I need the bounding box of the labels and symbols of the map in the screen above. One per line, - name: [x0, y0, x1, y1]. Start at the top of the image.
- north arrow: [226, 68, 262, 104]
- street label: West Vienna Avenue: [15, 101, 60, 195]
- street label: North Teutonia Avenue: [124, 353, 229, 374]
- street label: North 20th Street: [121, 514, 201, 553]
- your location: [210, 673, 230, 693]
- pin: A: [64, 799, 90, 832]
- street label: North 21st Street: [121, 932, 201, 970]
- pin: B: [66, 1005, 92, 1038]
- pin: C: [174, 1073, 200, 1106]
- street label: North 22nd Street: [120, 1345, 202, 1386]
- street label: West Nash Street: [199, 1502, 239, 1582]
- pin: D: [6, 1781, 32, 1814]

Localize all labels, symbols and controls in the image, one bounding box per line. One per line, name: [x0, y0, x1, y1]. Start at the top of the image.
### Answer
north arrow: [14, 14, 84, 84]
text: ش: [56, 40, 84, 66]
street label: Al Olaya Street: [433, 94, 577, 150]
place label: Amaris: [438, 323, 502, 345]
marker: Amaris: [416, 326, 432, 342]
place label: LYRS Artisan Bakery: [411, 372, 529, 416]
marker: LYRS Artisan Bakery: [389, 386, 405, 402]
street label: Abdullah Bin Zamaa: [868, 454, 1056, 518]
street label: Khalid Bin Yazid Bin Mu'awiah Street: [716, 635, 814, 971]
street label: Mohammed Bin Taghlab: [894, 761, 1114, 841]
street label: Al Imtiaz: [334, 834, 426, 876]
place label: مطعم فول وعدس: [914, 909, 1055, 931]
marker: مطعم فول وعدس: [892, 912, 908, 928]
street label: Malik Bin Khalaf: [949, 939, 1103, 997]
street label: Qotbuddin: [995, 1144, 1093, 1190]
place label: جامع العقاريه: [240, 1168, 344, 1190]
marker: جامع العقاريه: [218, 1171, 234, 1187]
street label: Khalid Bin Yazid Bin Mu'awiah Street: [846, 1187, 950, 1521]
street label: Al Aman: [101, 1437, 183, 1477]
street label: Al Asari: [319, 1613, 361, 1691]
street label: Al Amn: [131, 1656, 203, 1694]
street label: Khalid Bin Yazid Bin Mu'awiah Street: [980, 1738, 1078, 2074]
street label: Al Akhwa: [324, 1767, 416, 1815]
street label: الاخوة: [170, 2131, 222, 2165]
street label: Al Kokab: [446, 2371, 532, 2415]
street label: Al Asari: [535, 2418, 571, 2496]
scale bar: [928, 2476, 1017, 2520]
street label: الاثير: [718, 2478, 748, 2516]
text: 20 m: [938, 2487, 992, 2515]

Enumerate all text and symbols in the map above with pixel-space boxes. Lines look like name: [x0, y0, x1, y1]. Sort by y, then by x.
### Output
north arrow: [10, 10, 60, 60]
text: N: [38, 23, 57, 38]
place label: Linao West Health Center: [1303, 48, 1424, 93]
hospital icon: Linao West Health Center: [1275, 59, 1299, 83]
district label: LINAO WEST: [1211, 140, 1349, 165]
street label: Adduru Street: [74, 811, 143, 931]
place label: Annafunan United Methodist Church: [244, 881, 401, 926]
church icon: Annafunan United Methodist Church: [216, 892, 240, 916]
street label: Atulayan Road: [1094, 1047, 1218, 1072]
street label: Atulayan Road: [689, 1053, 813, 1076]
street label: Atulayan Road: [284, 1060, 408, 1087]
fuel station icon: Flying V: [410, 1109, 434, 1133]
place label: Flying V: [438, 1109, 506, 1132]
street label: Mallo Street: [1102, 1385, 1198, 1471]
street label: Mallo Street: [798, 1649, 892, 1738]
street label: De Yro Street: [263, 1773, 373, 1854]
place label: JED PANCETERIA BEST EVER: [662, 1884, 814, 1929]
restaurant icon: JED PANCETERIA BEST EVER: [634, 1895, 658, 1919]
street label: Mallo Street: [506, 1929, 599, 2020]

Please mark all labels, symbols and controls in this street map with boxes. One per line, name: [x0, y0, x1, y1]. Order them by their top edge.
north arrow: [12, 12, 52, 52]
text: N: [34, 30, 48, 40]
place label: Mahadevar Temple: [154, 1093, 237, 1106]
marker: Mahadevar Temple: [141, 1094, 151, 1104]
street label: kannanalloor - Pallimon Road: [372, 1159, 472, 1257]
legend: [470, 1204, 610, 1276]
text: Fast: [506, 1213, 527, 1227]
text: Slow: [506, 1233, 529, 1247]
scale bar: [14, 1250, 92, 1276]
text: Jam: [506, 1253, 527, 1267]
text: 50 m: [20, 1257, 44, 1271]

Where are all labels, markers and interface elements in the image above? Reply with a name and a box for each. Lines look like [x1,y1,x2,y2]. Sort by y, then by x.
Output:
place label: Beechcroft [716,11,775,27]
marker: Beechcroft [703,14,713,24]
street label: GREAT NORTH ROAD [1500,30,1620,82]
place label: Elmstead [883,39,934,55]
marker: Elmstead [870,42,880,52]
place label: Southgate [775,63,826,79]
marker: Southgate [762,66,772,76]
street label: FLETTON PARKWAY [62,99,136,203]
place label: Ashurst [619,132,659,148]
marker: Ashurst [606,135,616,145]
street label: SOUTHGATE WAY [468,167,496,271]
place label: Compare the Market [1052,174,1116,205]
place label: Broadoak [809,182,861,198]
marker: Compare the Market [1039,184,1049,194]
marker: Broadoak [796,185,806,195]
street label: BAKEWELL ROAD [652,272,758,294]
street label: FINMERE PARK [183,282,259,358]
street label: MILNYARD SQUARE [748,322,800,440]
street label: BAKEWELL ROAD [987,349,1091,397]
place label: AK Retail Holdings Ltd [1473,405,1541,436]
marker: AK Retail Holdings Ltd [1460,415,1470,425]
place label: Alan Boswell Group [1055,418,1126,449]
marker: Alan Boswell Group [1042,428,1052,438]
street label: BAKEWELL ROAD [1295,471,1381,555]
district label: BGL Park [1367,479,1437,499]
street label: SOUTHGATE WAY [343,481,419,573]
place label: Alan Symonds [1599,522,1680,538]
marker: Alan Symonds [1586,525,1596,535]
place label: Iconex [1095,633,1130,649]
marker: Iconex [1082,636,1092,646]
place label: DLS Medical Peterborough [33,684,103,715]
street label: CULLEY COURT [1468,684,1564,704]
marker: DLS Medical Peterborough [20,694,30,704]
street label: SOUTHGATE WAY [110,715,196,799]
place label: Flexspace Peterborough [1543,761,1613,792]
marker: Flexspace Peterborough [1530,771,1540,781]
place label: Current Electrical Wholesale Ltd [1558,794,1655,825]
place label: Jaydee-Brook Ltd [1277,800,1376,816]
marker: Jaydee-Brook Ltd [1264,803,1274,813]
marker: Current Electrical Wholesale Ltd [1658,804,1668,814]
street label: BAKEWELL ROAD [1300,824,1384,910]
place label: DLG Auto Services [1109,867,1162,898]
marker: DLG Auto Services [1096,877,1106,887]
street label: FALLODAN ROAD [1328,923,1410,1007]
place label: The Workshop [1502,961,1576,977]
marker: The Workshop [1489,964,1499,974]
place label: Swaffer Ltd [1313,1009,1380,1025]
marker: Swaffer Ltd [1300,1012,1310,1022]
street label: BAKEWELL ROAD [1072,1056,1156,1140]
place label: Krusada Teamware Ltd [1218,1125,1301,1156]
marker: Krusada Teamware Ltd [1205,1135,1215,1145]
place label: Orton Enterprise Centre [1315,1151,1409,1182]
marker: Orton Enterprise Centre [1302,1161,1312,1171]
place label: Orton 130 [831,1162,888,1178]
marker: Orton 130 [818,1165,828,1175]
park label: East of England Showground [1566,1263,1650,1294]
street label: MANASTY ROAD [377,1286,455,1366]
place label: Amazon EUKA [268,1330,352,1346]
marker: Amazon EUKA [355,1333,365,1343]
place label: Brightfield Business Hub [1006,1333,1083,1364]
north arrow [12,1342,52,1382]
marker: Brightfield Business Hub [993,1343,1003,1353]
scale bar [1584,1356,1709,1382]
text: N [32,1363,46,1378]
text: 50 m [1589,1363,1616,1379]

--

* _TASK ITEM_:
Throughout the material above, count each line holding "EUKA" and answer with the total alone.

* _RESULT_:
2